Material provided ::
◇ ◇ ◇

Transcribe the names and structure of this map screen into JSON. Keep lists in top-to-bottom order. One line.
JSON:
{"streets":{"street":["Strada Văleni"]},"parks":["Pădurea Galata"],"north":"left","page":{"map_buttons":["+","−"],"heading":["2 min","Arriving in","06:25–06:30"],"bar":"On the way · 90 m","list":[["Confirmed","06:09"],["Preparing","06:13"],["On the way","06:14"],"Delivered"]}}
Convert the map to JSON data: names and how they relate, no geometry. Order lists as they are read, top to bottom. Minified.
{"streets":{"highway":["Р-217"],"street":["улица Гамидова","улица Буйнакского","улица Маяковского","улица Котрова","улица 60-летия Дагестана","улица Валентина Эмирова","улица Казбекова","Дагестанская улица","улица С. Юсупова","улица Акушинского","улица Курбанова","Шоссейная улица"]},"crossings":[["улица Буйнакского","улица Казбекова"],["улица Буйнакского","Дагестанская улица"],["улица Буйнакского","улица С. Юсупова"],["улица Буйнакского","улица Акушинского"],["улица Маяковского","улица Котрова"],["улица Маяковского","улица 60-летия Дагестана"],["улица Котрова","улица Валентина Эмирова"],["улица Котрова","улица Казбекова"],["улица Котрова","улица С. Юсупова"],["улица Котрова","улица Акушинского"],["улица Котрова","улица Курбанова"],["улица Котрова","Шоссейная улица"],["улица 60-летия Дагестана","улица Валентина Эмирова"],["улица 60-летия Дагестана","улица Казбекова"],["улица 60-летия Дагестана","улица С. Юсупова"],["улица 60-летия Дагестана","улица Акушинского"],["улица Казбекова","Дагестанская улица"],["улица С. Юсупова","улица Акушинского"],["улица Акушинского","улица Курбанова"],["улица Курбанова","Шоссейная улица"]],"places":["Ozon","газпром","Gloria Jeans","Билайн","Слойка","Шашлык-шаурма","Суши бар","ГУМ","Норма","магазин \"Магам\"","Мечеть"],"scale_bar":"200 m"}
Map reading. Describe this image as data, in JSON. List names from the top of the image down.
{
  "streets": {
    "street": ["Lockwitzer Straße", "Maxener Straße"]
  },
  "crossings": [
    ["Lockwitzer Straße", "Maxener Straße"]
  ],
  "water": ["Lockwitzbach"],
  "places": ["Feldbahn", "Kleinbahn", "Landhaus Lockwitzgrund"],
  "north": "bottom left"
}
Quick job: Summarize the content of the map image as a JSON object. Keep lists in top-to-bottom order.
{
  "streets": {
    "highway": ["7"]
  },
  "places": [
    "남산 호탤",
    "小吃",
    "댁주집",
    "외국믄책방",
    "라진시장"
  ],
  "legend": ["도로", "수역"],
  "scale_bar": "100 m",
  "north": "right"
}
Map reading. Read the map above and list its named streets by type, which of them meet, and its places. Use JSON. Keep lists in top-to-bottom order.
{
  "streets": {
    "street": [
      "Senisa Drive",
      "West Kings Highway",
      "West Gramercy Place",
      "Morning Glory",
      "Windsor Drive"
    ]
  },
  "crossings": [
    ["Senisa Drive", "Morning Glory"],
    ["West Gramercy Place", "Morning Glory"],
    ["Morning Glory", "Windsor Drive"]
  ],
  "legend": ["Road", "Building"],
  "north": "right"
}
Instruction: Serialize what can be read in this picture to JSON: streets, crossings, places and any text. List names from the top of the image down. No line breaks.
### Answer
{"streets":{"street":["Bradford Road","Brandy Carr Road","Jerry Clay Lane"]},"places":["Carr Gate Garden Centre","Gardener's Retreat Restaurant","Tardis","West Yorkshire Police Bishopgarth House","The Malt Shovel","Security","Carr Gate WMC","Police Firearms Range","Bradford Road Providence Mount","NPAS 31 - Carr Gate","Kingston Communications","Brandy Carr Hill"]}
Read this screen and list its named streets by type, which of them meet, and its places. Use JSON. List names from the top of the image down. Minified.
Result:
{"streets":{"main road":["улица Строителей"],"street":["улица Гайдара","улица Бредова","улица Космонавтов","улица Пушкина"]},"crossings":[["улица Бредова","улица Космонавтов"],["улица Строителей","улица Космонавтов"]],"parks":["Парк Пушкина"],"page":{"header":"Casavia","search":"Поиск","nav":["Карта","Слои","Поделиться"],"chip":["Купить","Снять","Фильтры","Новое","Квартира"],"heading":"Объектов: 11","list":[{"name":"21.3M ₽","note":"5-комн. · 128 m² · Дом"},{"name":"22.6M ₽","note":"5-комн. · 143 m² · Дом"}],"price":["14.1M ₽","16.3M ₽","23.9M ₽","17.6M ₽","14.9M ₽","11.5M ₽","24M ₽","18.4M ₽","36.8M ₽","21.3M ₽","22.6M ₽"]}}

◇ ◇ ◇

Task directions ::
Some lines in the data above hold the string "screen". Find and copy each of them.

Expected output ::
Transcribe the names and structure of this map screen into JSON. Keep lists in top-to-bottom order. One line.
Read this screen and list its named streets by type, which of them meet, and its places. Use JSON. List names from the top of the image down. Minified.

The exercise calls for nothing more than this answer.